══ DATA FOR PROCESSING ══

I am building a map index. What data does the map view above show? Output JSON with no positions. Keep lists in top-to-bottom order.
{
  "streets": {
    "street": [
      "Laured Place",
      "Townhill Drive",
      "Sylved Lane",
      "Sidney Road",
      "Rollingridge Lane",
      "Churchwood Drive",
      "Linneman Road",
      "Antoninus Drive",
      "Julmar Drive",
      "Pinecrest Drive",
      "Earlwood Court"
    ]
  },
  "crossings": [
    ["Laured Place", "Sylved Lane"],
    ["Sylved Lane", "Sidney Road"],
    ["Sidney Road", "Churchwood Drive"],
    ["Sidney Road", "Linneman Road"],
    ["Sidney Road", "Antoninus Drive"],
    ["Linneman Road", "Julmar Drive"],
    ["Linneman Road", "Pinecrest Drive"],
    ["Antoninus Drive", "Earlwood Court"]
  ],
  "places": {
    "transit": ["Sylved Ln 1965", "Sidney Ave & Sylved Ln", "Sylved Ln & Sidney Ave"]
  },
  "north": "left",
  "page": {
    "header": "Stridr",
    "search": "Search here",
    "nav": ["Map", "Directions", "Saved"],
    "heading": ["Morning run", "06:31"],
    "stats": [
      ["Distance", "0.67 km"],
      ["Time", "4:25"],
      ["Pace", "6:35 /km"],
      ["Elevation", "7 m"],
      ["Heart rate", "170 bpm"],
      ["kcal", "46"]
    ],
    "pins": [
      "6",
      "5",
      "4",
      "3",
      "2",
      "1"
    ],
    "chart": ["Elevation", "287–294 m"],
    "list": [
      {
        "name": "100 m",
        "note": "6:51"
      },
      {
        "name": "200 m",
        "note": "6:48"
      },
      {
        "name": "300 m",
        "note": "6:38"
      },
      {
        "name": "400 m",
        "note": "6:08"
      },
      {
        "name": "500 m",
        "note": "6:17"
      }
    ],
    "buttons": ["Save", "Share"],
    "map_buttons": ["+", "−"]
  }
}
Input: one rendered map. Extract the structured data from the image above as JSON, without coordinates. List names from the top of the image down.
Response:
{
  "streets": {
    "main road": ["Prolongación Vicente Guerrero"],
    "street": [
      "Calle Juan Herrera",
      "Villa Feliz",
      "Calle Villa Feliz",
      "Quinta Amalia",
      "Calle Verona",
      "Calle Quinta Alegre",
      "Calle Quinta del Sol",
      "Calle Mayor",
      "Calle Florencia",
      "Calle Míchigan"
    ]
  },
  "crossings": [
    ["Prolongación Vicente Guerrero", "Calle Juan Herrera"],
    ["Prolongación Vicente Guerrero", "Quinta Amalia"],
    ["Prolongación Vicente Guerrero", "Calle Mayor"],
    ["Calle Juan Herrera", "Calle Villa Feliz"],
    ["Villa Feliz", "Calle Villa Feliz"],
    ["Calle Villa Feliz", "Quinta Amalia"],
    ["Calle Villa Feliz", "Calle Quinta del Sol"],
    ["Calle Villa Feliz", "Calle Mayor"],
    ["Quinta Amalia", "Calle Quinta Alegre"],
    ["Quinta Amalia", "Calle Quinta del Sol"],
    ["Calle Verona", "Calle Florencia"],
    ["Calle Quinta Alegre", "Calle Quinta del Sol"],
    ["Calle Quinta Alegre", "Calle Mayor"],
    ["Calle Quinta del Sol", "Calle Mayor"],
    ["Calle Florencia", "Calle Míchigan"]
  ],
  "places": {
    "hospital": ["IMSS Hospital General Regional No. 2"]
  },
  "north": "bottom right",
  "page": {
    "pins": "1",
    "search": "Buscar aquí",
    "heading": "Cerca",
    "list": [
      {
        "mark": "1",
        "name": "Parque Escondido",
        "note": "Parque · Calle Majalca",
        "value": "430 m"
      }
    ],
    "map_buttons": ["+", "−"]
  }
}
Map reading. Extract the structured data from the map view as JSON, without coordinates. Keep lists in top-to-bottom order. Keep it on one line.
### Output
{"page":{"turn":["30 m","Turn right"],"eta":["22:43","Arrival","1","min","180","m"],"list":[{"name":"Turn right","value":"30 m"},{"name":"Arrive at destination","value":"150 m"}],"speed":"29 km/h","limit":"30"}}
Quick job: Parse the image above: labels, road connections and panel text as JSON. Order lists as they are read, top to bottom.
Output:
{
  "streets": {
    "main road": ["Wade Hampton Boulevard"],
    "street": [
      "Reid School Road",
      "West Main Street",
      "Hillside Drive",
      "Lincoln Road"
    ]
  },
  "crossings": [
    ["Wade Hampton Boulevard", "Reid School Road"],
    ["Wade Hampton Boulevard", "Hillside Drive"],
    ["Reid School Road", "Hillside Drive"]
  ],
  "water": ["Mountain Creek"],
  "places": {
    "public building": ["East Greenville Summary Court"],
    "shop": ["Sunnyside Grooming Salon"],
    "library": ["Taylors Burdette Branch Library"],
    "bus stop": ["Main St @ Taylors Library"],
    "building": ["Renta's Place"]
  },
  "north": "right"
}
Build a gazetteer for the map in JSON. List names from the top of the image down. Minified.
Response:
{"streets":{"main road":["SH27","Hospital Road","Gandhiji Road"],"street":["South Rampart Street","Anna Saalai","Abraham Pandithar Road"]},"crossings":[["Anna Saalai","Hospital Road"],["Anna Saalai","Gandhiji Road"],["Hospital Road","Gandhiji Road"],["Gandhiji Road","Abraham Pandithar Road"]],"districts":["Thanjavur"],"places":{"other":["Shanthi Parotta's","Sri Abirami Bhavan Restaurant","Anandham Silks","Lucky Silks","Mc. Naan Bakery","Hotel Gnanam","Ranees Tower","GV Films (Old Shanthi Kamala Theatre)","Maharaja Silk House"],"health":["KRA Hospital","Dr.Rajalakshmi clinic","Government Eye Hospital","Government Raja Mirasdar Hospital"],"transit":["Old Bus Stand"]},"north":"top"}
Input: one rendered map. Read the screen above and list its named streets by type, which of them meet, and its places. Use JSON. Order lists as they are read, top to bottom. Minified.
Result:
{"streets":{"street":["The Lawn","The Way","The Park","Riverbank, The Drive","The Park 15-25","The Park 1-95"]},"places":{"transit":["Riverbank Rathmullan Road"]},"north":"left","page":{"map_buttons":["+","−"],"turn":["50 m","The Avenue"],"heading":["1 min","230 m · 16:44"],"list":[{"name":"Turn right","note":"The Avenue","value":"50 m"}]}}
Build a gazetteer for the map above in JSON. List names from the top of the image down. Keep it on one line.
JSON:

═══

TASK DIRECTIONS:
A complete, exact copy of the material is the expected answer.

SOLUTION BELOW:
I am building a map index. What data does the map view above show? Output JSON with no positions. Keep lists in top-to-bottom order.
{
  "streets": {
    "street": [
      "Laured Place",
      "Townhill Drive",
      "Sylved Lane",
      "Sidney Road",
      "Rollingridge Lane",
      "Churchwood Drive",
      "Linneman Road",
      "Antoninus Drive",
      "Julmar Drive",
      "Pinecrest Drive",
      "Earlwood Court"
    ]
  },
  "crossings": [
    ["Laured Place", "Sylved Lane"],
    ["Sylved Lane", "Sidney Road"],
    ["Sidney Road", "Churchwood Drive"],
    ["Sidney Road", "Linneman Road"],
    ["Sidney Road", "Antoninus Drive"],
    ["Linneman Road", "Julmar Drive"],
    ["Linneman Road", "Pinecrest Drive"],
    ["Antoninus Drive", "Earlwood Court"]
  ],
  "places": {
    "transit": ["Sylved Ln 1965", "Sidney Ave & Sylved Ln", "Sylved Ln & Sidney Ave"]
  },
  "north": "left",
  "page": {
    "header": "Stridr",
    "search": "Search here",
    "nav": ["Map", "Directions", "Saved"],
    "heading": ["Morning run", "06:31"],
    "stats": [
      ["Distance", "0.67 km"],
      ["Time", "4:25"],
      ["Pace", "6:35 /km"],
      ["Elevation", "7 m"],
      ["Heart rate", "170 bpm"],
      ["kcal", "46"]
    ],
    "pins": [
      "6",
      "5",
      "4",
      "3",
      "2",
      "1"
    ],
    "chart": ["Elevation", "287–294 m"],
    "list": [
      {
        "name": "100 m",
        "note": "6:51"
      },
      {
        "name": "200 m",
        "note": "6:48"
      },
      {
        "name": "300 m",
        "note": "6:38"
      },
      {
        "name": "400 m",
        "note": "6:08"
      },
      {
        "name": "500 m",
        "note": "6:17"
      }
    ],
    "buttons": ["Save", "Share"],
    "map_buttons": ["+", "−"]
  }
}
Input: one rendered map. Extract the structured data from the image above as JSON, without coordinates. List names from the top of the image down.
Response:
{
  "streets": {
    "main road": ["Prolongación Vicente Guerrero"],
    "street": [
      "Calle Juan Herrera",
      "Villa Feliz",
      "Calle Villa Feliz",
      "Quinta Amalia",
      "Calle Verona",
      "Calle Quinta Alegre",
      "Calle Quinta del Sol",
      "Calle Mayor",
      "Calle Florencia",
      "Calle Míchigan"
    ]
  },
  "crossings": [
    ["Prolongación Vicente Guerrero", "Calle Juan Herrera"],
    ["Prolongación Vicente Guerrero", "Quinta Amalia"],
    ["Prolongación Vicente Guerrero", "Calle Mayor"],
    ["Calle Juan Herrera", "Calle Villa Feliz"],
    ["Villa Feliz", "Calle Villa Feliz"],
    ["Calle Villa Feliz", "Quinta Amalia"],
    ["Calle Villa Feliz", "Calle Quinta del Sol"],
    ["Calle Villa Feliz", "Calle Mayor"],
    ["Quinta Amalia", "Calle Quinta Alegre"],
    ["Quinta Amalia", "Calle Quinta del Sol"],
    ["Calle Verona", "Calle Florencia"],
    ["Calle Quinta Alegre", "Calle Quinta del Sol"],
    ["Calle Quinta Alegre", "Calle Mayor"],
    ["Calle Quinta del Sol", "Calle Mayor"],
    ["Calle Florencia", "Calle Míchigan"]
  ],
  "places": {
    "hospital": ["IMSS Hospital General Regional No. 2"]
  },
  "north": "bottom right",
  "page": {
    "pins": "1",
    "search": "Buscar aquí",
    "heading": "Cerca",
    "list": [
      {
        "mark": "1",
        "name": "Parque Escondido",
        "note": "Parque · Calle Majalca",
        "value": "430 m"
      }
    ],
    "map_buttons": ["+", "−"]
  }
}
Map reading. Extract the structured data from the map view as JSON, without coordinates. Keep lists in top-to-bottom order. Keep it on one line.
### Output
{"page":{"turn":["30 m","Turn right"],"eta":["22:43","Arrival","1","min","180","m"],"list":[{"name":"Turn right","value":"30 m"},{"name":"Arrive at destination","value":"150 m"}],"speed":"29 km/h","limit":"30"}}
Quick job: Parse the image above: labels, road connections and panel text as JSON. Order lists as they are read, top to bottom.
Output:
{
  "streets": {
    "main road": ["Wade Hampton Boulevard"],
    "street": [
      "Reid School Road",
      "West Main Street",
      "Hillside Drive",
      "Lincoln Road"
    ]
  },
  "crossings": [
    ["Wade Hampton Boulevard", "Reid School Road"],
    ["Wade Hampton Boulevard", "Hillside Drive"],
    ["Reid School Road", "Hillside Drive"]
  ],
  "water": ["Mountain Creek"],
  "places": {
    "public building": ["East Greenville Summary Court"],
    "shop": ["Sunnyside Grooming Salon"],
    "library": ["Taylors Burdette Branch Library"],
    "bus stop": ["Main St @ Taylors Library"],
    "building": ["Renta's Place"]
  },
  "north": "right"
}
Build a gazetteer for the map in JSON. List names from the top of the image down. Minified.
Response:
{"streets":{"main road":["SH27","Hospital Road","Gandhiji Road"],"street":["South Rampart Street","Anna Saalai","Abraham Pandithar Road"]},"crossings":[["Anna Saalai","Hospital Road"],["Anna Saalai","Gandhiji Road"],["Hospital Road","Gandhiji Road"],["Gandhiji Road","Abraham Pandithar Road"]],"districts":["Thanjavur"],"places":{"other":["Shanthi Parotta's","Sri Abirami Bhavan Restaurant","Anandham Silks","Lucky Silks","Mc. Naan Bakery","Hotel Gnanam","Ranees Tower","GV Films (Old Shanthi Kamala Theatre)","Maharaja Silk House"],"health":["KRA Hospital","Dr.Rajalakshmi clinic","Government Eye Hospital","Government Raja Mirasdar Hospital"],"transit":["Old Bus Stand"]},"north":"top"}
Input: one rendered map. Read the screen above and list its named streets by type, which of them meet, and its places. Use JSON. Order lists as they are read, top to bottom. Minified.
Result:
{"streets":{"street":["The Lawn","The Way","The Park","Riverbank, The Drive","The Park 15-25","The Park 1-95"]},"places":{"transit":["Riverbank Rathmullan Road"]},"north":"left","page":{"map_buttons":["+","−"],"turn":["50 m","The Avenue"],"heading":["1 min","230 m · 16:44"],"list":[{"name":"Turn right","note":"The Avenue","value":"50 m"}]}}
Build a gazetteer for the map above in JSON. List names from the top of the image down. Keep it on one line.
JSON:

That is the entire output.